On the one hand, the Open Internet Order explains, “evidence in the record suggests that these business models may in some instances provide benefits to consumers, with particular reference to their use in the provision of mobile services.” ISPs like T-Mobile and Verizon told the agency that the model boosts choice and lowers costs for consumers.
From the Order:
“Commenters also assert that sophisticated approaches to pricing also benefit edge providers by helping them distinguish themselves in the marketplace and tailor their services to consumer demands. Commenters assert that such sponsored data arrangements also support continued investment in broadband infrastructure and promote the virtuous cycle, and that there exist spillover benefits from sponsored data practices that should be considered.”
On the other hand, various parties argued against sponsored data plans, among them Public Knowledge and even NPR.
From the Order again:
” . . . some commenters strongly oppose sponsored data plans, arguing that ‘the power to exempt selective services from data caps seriously distorts competition, favors companies with the deepest pockets, and prevents consumers from exercising control over what they are able to access on the Internet,’ again with specific reference to mobile services. In addition, some commenters argue that sponsored data plans are a harmful form of discrimination. The record also reflects concerns that such arrangements may hamper innovation and monetize artificial scarcity.”
Bottom line, for the FCC:
“We are mindful of the concerns raised in the record that sponsored data plans have the potential to distort competition by allowing service providers to pick and choose among content and application providers to feature on different service plans. At the same time, new service offerings, depending on how they are structured, could benefit consumers and competition. Accordingly, we will look at and assess such practices under the no-unreasonable interference/disadvantage standard, based on the facts of each individual case, and take action as necessary.”

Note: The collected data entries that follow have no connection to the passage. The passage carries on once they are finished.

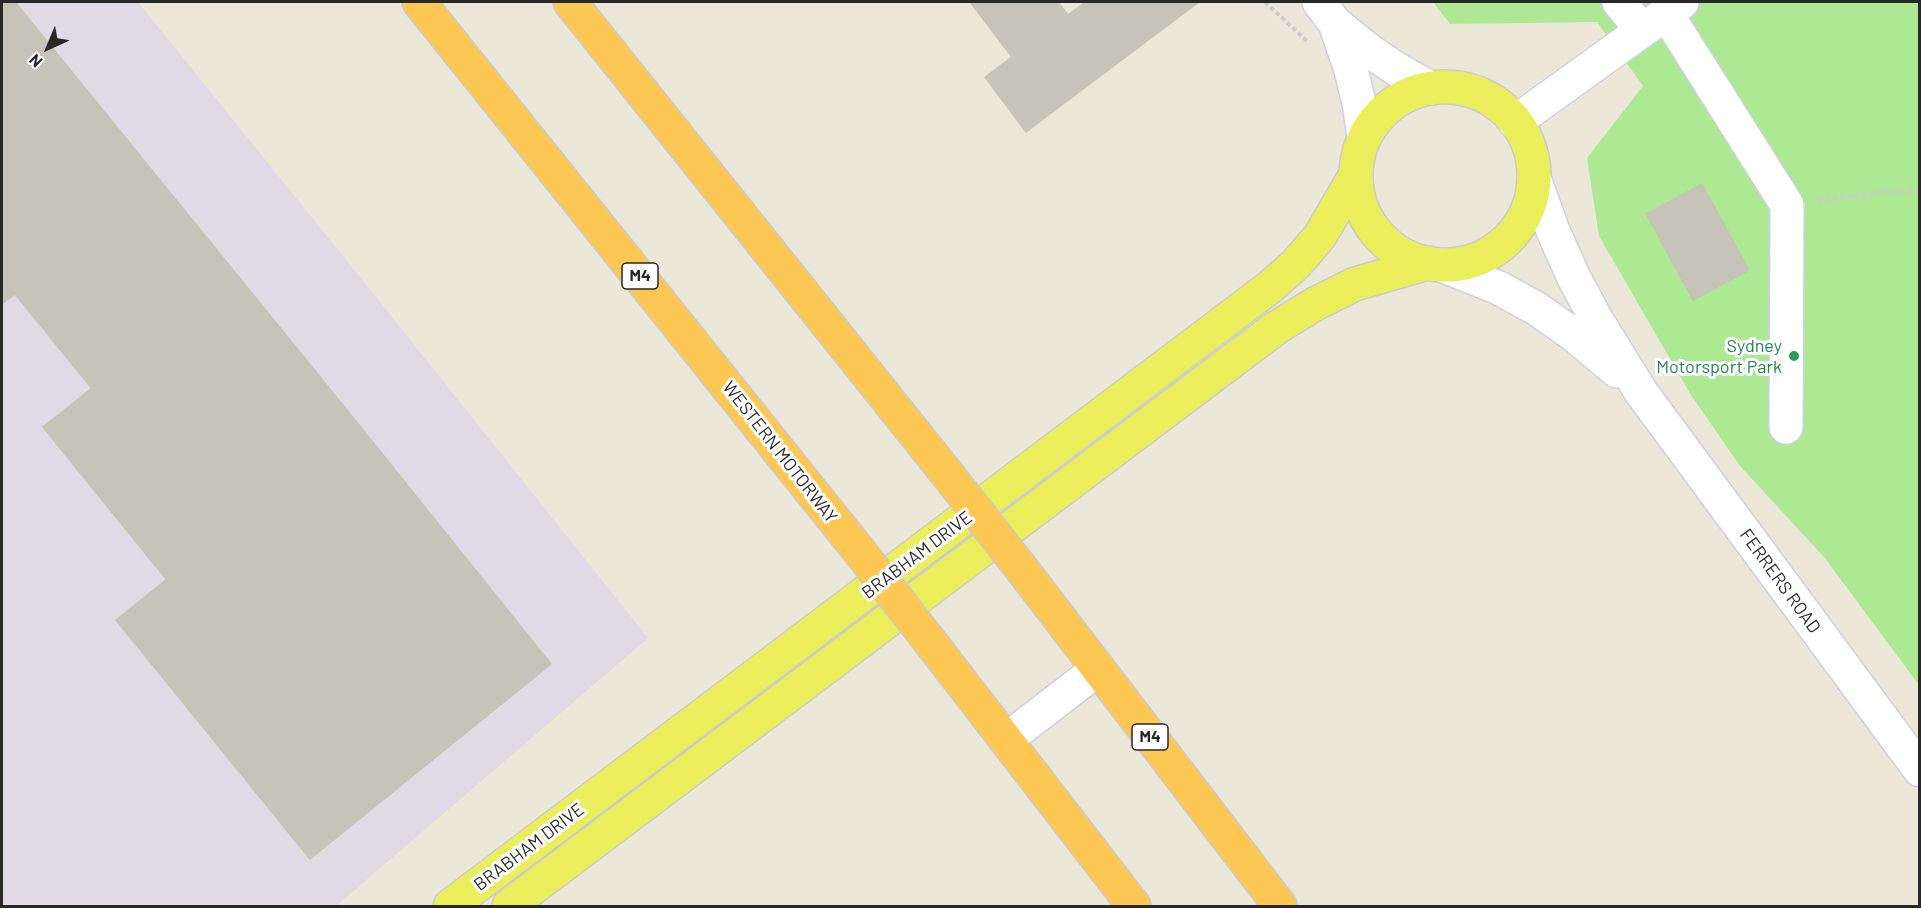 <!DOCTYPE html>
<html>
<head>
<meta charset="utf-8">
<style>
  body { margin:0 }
  #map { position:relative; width:1921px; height:908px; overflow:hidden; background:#ebe8da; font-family:Barlow,sans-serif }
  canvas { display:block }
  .frame { position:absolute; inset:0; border:3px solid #282828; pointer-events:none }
  .north { position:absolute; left:18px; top:18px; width:60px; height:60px; -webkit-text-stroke:4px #fff; paint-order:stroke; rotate:224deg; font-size:16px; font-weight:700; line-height:24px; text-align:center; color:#282828 }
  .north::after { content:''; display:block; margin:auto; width:21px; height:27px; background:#282828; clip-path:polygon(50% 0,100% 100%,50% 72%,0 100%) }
</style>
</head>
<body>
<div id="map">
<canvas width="1921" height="908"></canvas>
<div class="frame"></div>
<div class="north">N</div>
</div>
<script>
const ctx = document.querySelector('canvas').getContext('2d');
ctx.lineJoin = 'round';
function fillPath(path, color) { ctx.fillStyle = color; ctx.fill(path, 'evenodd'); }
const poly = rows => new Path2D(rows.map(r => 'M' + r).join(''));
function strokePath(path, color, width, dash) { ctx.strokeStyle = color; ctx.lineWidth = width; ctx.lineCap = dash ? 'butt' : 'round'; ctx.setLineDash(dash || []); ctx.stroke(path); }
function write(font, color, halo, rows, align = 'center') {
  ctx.font = font + ' Barlow,sans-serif'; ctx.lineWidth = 6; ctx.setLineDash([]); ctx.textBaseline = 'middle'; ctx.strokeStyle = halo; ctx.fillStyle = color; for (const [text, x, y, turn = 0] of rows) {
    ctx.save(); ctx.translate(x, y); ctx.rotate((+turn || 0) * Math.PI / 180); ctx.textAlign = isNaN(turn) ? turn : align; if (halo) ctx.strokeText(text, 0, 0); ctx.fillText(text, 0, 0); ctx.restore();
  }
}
fillPath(poly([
  [2,2,138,2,368,287,648,638,336,906,2,906]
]), '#dfdae3');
fillPath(poly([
  [1433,2,1919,2,1919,685,1824,557,1740,466,1691,395,1599,236,1587,158,1643,86,1597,22,1450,24]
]), '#ade992');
const building = poly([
  [2,2,15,2,303,356,159,471,15,294,2,304,2,2],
  [970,2,1058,2,1068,15,1085,2,1199,2,1026,132,985,77,1012,57,970,2],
  [1702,184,1749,270,1693,300,1646,214,1702,184],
  [303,356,359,425,166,579,43,427,92,388,159,471,303,356],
  [359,425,551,664,310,859,116,620,359,425]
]);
fillPath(building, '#c6c4b9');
strokePath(building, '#c6c4b4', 1.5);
const minor = poly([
  [1319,2,1335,23,1371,52,1398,70,1430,88],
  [1619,2,1642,30],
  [1666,13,1787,205,1786,427],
  [1335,23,1351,70,1359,103,1364,137],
  [1515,122,1682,2],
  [1534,178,1553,231,1574,278,1596,319,1641,392,1920,770],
  [1441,265,1499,288,1537,309,1574,335,1617,371],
  [1006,740,1098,669]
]);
const major = poly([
  '1356 176a89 89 0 1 1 178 0a89 89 0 1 1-178 0Z',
  [450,906,1270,287,1296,264,1320,236,1355,176],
  [509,906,1276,328,1315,304,1355,284,1428,263]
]);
const highway = poly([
  [419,2,860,552],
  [570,2,952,480],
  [1021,568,1280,906],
  [928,639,1134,906]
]);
strokePath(minor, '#d0cfe1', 36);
strokePath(major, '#cbcbcb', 36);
strokePath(highway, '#cbcbcb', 36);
strokePath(poly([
  [1265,2,1308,42],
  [1818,201,1879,192,1920,191]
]), '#cbcbcb', 4, [4.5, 3]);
strokePath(minor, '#fff', 33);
strokePath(major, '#ebee5b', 33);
strokePath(highway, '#fcc853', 33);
const highwayBridge = poly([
  [952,480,1021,568],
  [860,552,928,639]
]);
strokePath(highwayBridge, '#cbcbcb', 36, []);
strokePath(highwayBridge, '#fcc853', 33);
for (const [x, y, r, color] of [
  [1794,356,6,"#2e9e5b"]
]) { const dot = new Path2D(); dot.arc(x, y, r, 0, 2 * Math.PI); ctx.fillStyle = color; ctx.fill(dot); strokePath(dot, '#fff', 2); }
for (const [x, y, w] of [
  [640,276,36],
  [1150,737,36]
]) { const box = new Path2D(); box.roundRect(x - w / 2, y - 13, w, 26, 4.5); ctx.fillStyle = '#fff'; ctx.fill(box); strokePath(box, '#282828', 1.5); }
write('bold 16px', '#282828', null, [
  ["M4",640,276],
  ["M4",1150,737]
]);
write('18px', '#27864d', '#fff', [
  ["Sydney",1782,346],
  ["Motorsport Park",1782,367]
], 'right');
write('18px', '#282828', '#fff', [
  ["WESTERN MOTORWAY",780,452,52],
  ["BRABHAM DRIVE",917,555,-37],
  ["FERRERS ROAD",1780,581,54],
  ["BRABHAM DRIVE",529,847,-37]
]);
</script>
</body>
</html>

And what is the “no-unreasonable interference/disadvantage standard,” you may ask? Here is the definition from the Order:
“Any person engaged in the provision of broadband Internet access service, insofar as such person is so engaged, shall not unreasonably interfere with or unreasonably disadvantage (i) end users’ ability to select, access, and use broadband Internet access service or the lawful Internet content, applications, services, or devices of their choice, or (ii) edge providers’ ability to make lawful content, applications, services, or devices available to end users. Reasonable network management shall not be considered a
violation of this rule.”
At this point I can’t say I know how the FCC will handle the sponsored data question, but the Commission is obviously paying attention to the matter. That’s got to be a good thing.